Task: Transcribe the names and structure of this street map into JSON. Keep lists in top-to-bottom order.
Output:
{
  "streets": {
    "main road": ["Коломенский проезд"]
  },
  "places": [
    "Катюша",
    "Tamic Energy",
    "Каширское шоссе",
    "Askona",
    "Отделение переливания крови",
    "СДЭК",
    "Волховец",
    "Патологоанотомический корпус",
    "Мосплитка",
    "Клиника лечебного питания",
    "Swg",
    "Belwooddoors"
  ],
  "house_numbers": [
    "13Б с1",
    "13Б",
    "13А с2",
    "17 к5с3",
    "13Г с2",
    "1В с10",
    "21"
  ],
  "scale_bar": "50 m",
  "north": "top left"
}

--

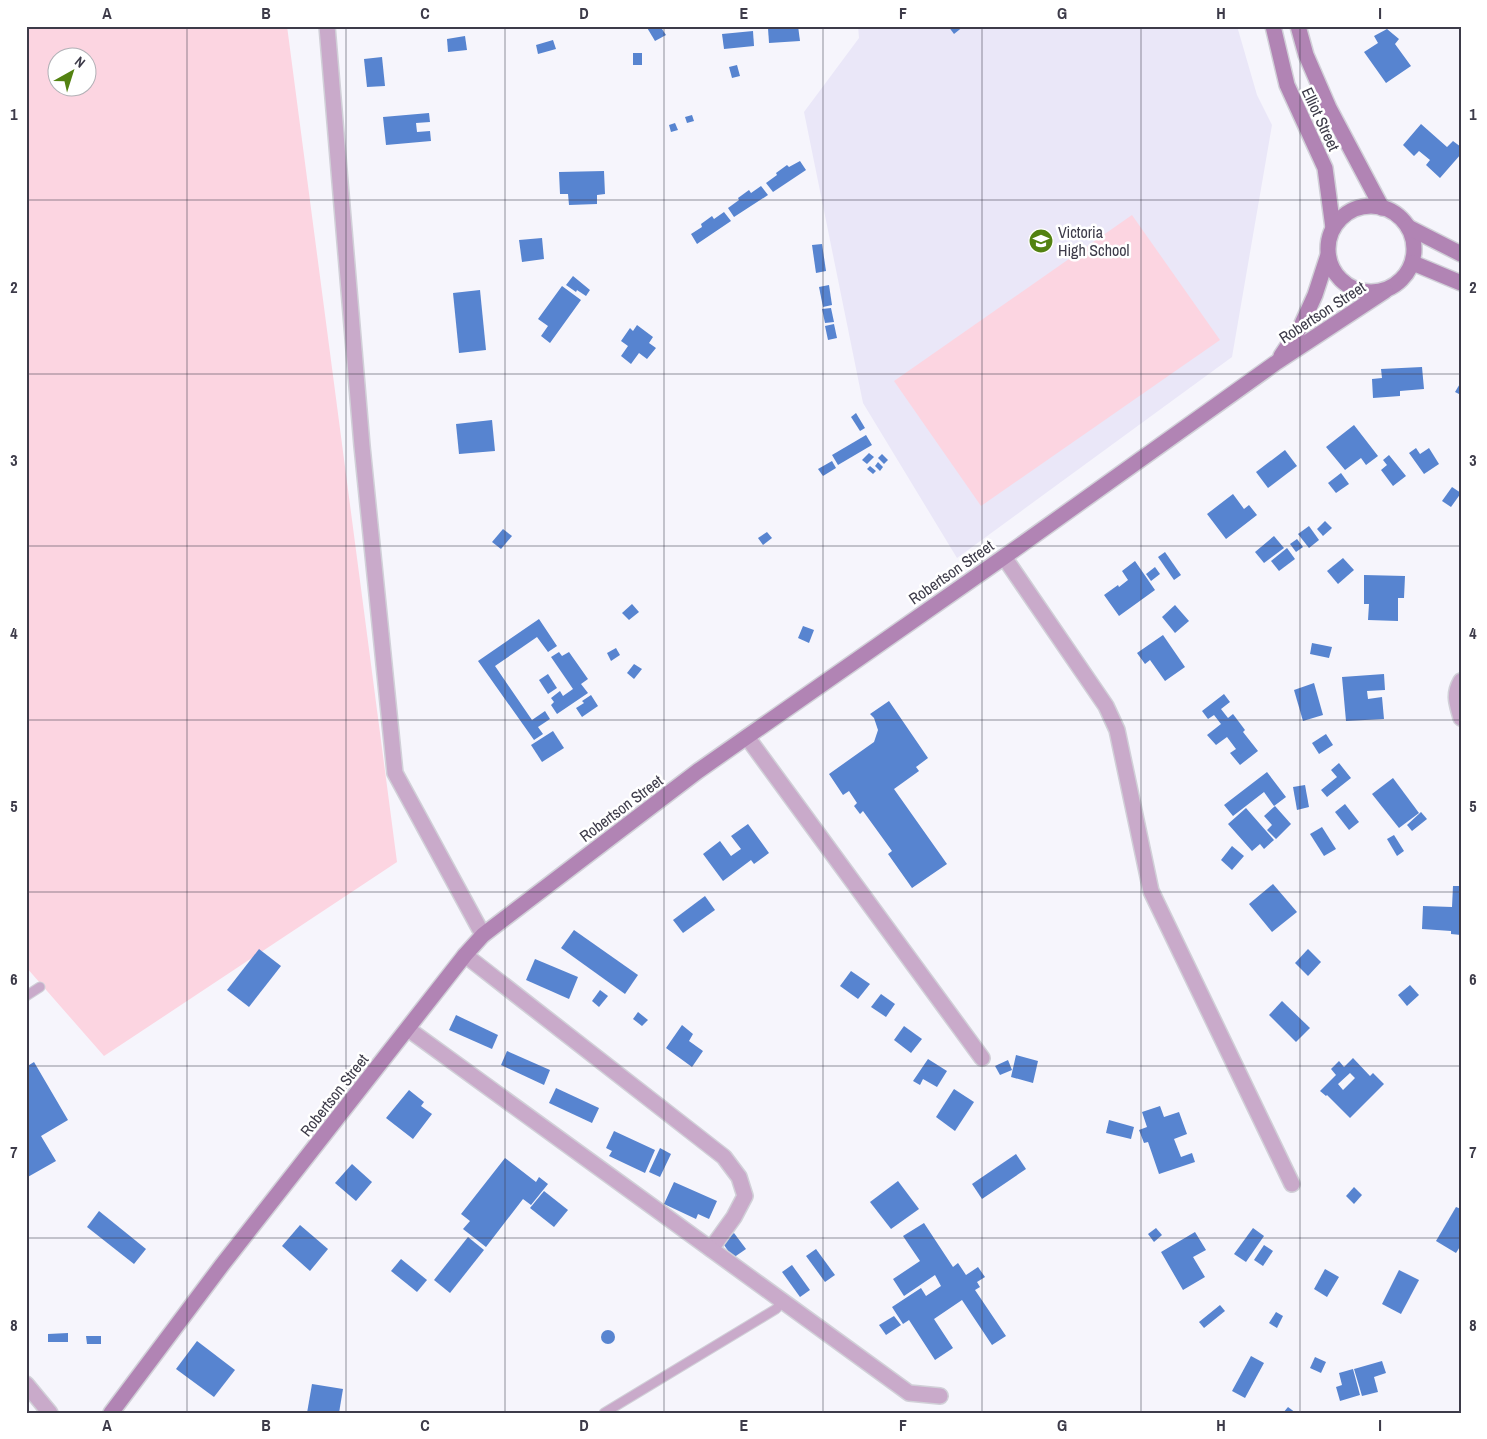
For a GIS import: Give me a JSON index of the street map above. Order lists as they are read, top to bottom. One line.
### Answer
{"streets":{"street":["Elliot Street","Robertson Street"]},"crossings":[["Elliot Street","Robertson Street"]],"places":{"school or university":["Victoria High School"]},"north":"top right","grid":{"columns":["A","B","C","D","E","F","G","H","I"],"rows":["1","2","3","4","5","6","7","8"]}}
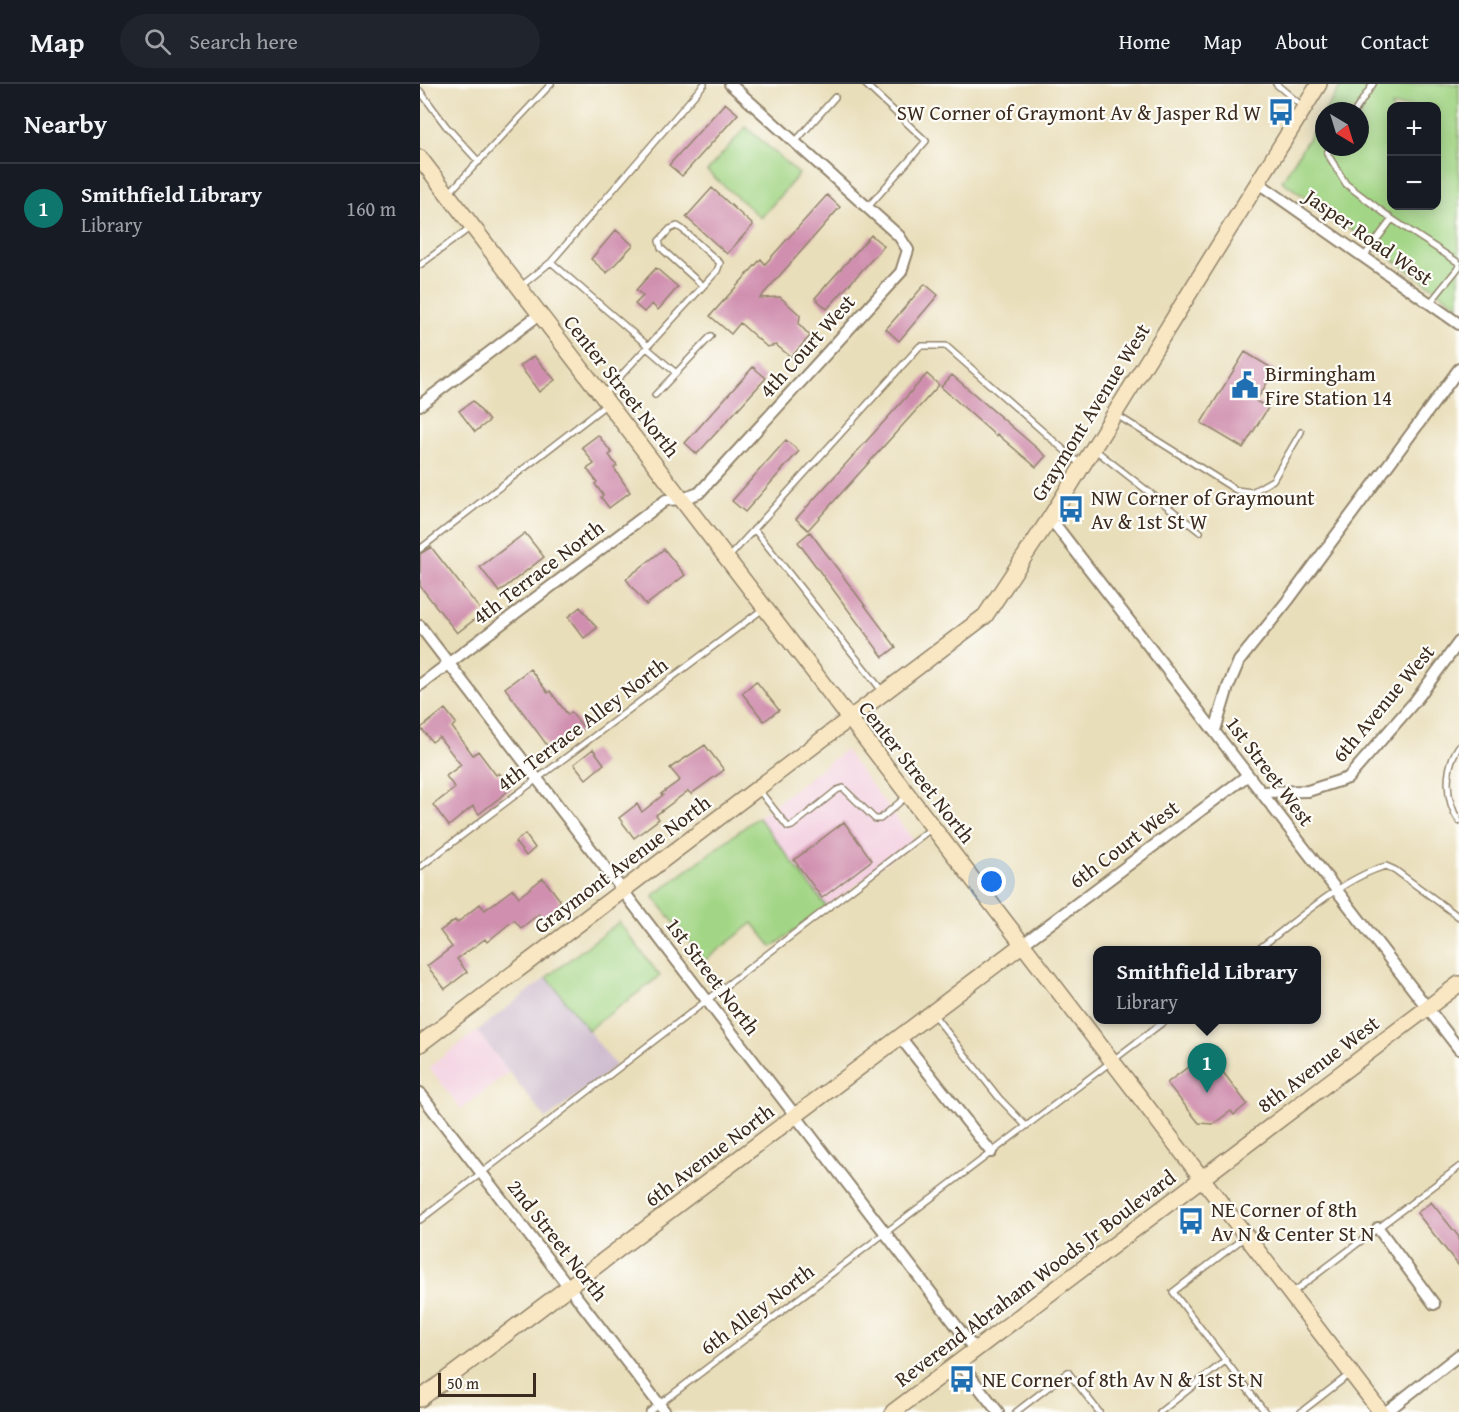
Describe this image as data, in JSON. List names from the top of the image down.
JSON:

### TASK PROMPT
Your answer should be the lines of the records that include the word "this".

### ANSWER SECTION
Task: Transcribe the names and structure of this street map into JSON. Keep lists in top-to-bottom order.
Describe this image as data, in JSON. List names from the top of the image down.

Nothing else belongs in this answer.